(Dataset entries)
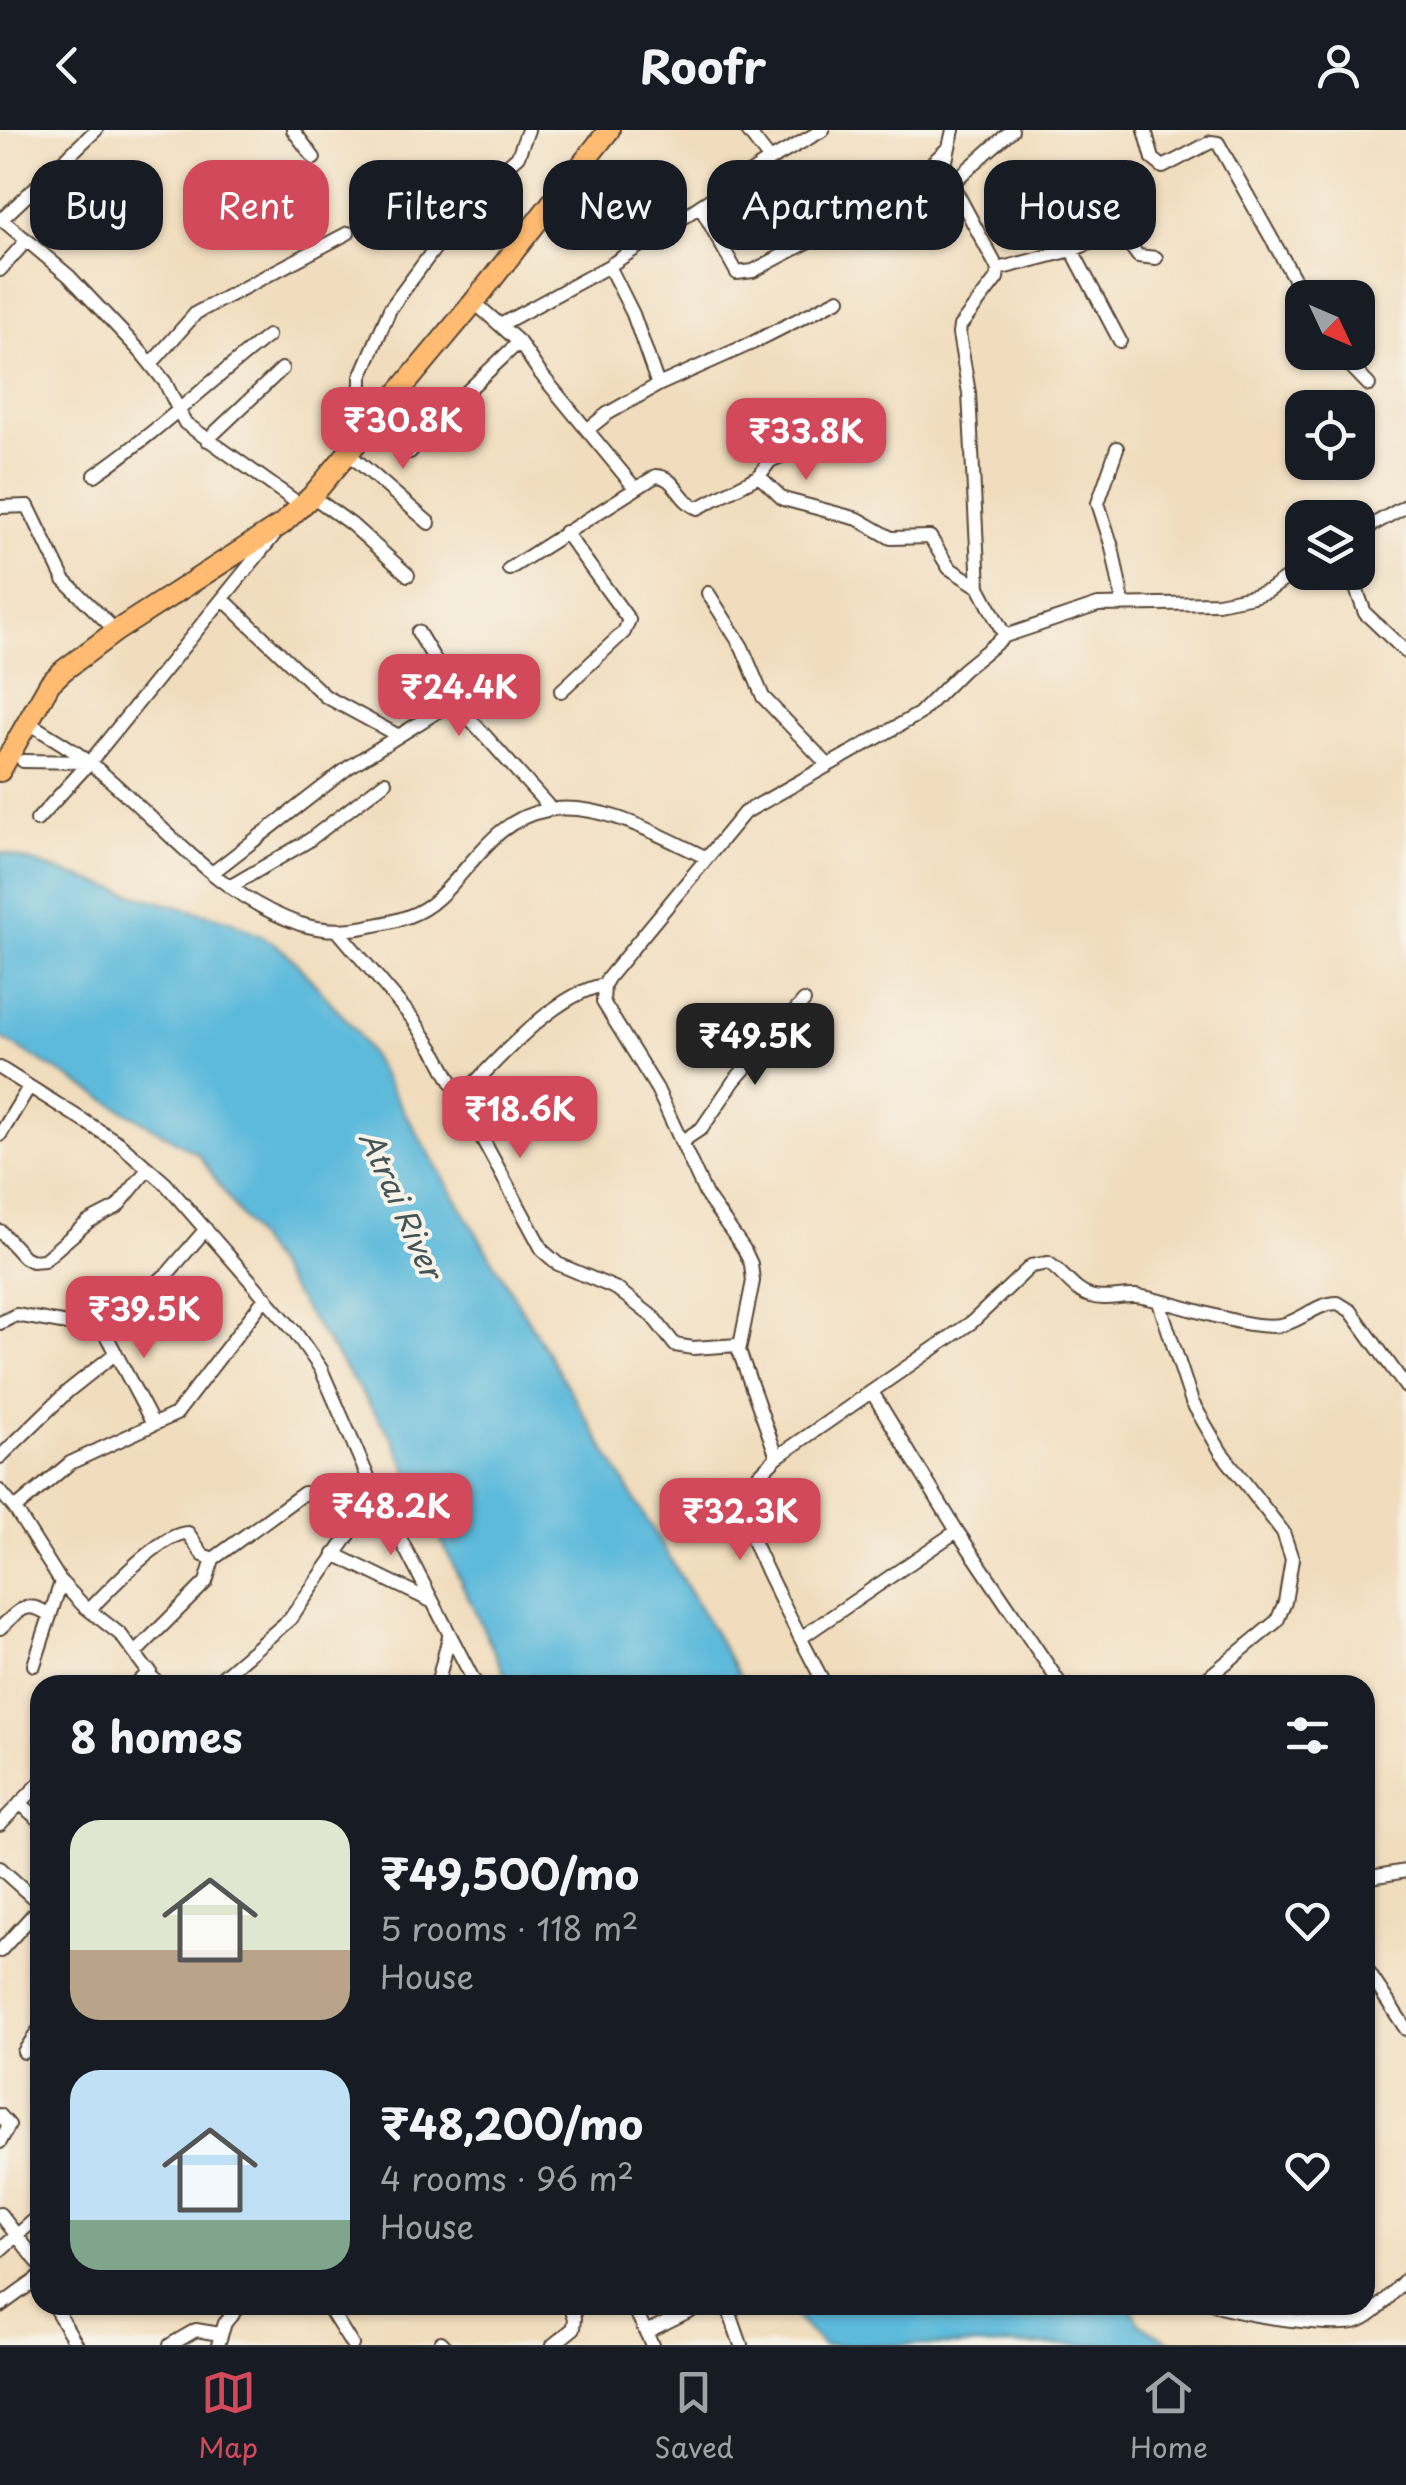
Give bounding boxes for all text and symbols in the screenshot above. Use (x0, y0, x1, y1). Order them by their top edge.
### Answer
text: Roofr (640, 31, 766, 99)
icon: back (40, 38, 95, 93)
icon: person (1311, 38, 1366, 93)
chip: Buy (30, 160, 163, 250)
chip: Rent (183, 160, 329, 250)
chip: Filters (349, 160, 523, 250)
chip: New (543, 160, 687, 250)
chip: Apartment (707, 160, 964, 250)
chip: House (984, 160, 1156, 250)
north arrow (1285, 280, 1375, 370)
map controls (1285, 280, 1375, 590)
pin: ₹30.8K (322, 387, 484, 472)
button: locate (1285, 390, 1375, 480)
text: ₹30.8K (343, 395, 463, 443)
pin: ₹33.8K (725, 398, 887, 483)
text: ₹33.8K (748, 406, 864, 454)
button: layers (1285, 500, 1375, 590)
pin: ₹24.4K (378, 654, 540, 739)
text: ₹24.4K (400, 662, 518, 710)
pin: ₹49.5K (674, 1003, 836, 1088)
text: ₹49.5K (698, 1011, 812, 1059)
pin: ₹18.6K (439, 1076, 601, 1161)
text: ₹18.6K (464, 1084, 576, 1132)
water label: Atrai River (350, 1123, 457, 1289)
pin: ₹39.5K (63, 1276, 225, 1361)
text: ₹39.5K (88, 1284, 200, 1332)
pin: ₹48.2K (310, 1473, 472, 1558)
pin: ₹32.3K (659, 1478, 821, 1563)
text: ₹48.2K (331, 1481, 451, 1529)
text: ₹32.3K (681, 1486, 799, 1534)
text: 8 homes (70, 1704, 243, 1767)
icon: filters (1280, 1708, 1335, 1763)
text: ₹49,500/mo (380, 1841, 639, 1904)
icon: home (150, 1860, 270, 1980)
icon: heart (1280, 1893, 1335, 1948)
text: 5 rooms · 118 m² (380, 1904, 638, 1952)
text: House (380, 1952, 474, 2000)
text: ₹48,200/mo (380, 2091, 643, 2154)
icon: home (150, 2110, 270, 2230)
icon: heart (1280, 2143, 1335, 2198)
text: 4 rooms · 96 m² (380, 2154, 634, 2202)
text: House (380, 2202, 474, 2250)
tab: Map (198, 2365, 258, 2468)
tab: Saved (654, 2365, 734, 2468)
tab: Home (1130, 2365, 1208, 2468)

__Exercise aim__
Return an exact transcription of the entries above, excluding each image.

__Response for this exercise__
Give bounding boxes for all text and symbols in the screenshot above. Use (x0, y0, x1, y1). Order them by their top edge.
### Answer
text: Roofr (640, 31, 766, 99)
icon: back (40, 38, 95, 93)
icon: person (1311, 38, 1366, 93)
chip: Buy (30, 160, 163, 250)
chip: Rent (183, 160, 329, 250)
chip: Filters (349, 160, 523, 250)
chip: New (543, 160, 687, 250)
chip: Apartment (707, 160, 964, 250)
chip: House (984, 160, 1156, 250)
north arrow (1285, 280, 1375, 370)
map controls (1285, 280, 1375, 590)
pin: ₹30.8K (322, 387, 484, 472)
button: locate (1285, 390, 1375, 480)
text: ₹30.8K (343, 395, 463, 443)
pin: ₹33.8K (725, 398, 887, 483)
text: ₹33.8K (748, 406, 864, 454)
button: layers (1285, 500, 1375, 590)
pin: ₹24.4K (378, 654, 540, 739)
text: ₹24.4K (400, 662, 518, 710)
pin: ₹49.5K (674, 1003, 836, 1088)
text: ₹49.5K (698, 1011, 812, 1059)
pin: ₹18.6K (439, 1076, 601, 1161)
text: ₹18.6K (464, 1084, 576, 1132)
water label: Atrai River (350, 1123, 457, 1289)
pin: ₹39.5K (63, 1276, 225, 1361)
text: ₹39.5K (88, 1284, 200, 1332)
pin: ₹48.2K (310, 1473, 472, 1558)
pin: ₹32.3K (659, 1478, 821, 1563)
text: ₹48.2K (331, 1481, 451, 1529)
text: ₹32.3K (681, 1486, 799, 1534)
text: 8 homes (70, 1704, 243, 1767)
icon: filters (1280, 1708, 1335, 1763)
text: ₹49,500/mo (380, 1841, 639, 1904)
icon: home (150, 1860, 270, 1980)
icon: heart (1280, 1893, 1335, 1948)
text: 5 rooms · 118 m² (380, 1904, 638, 1952)
text: House (380, 1952, 474, 2000)
text: ₹48,200/mo (380, 2091, 643, 2154)
icon: home (150, 2110, 270, 2230)
icon: heart (1280, 2143, 1335, 2198)
text: 4 rooms · 96 m² (380, 2154, 634, 2202)
text: House (380, 2202, 474, 2250)
tab: Map (198, 2365, 258, 2468)
tab: Saved (654, 2365, 734, 2468)
tab: Home (1130, 2365, 1208, 2468)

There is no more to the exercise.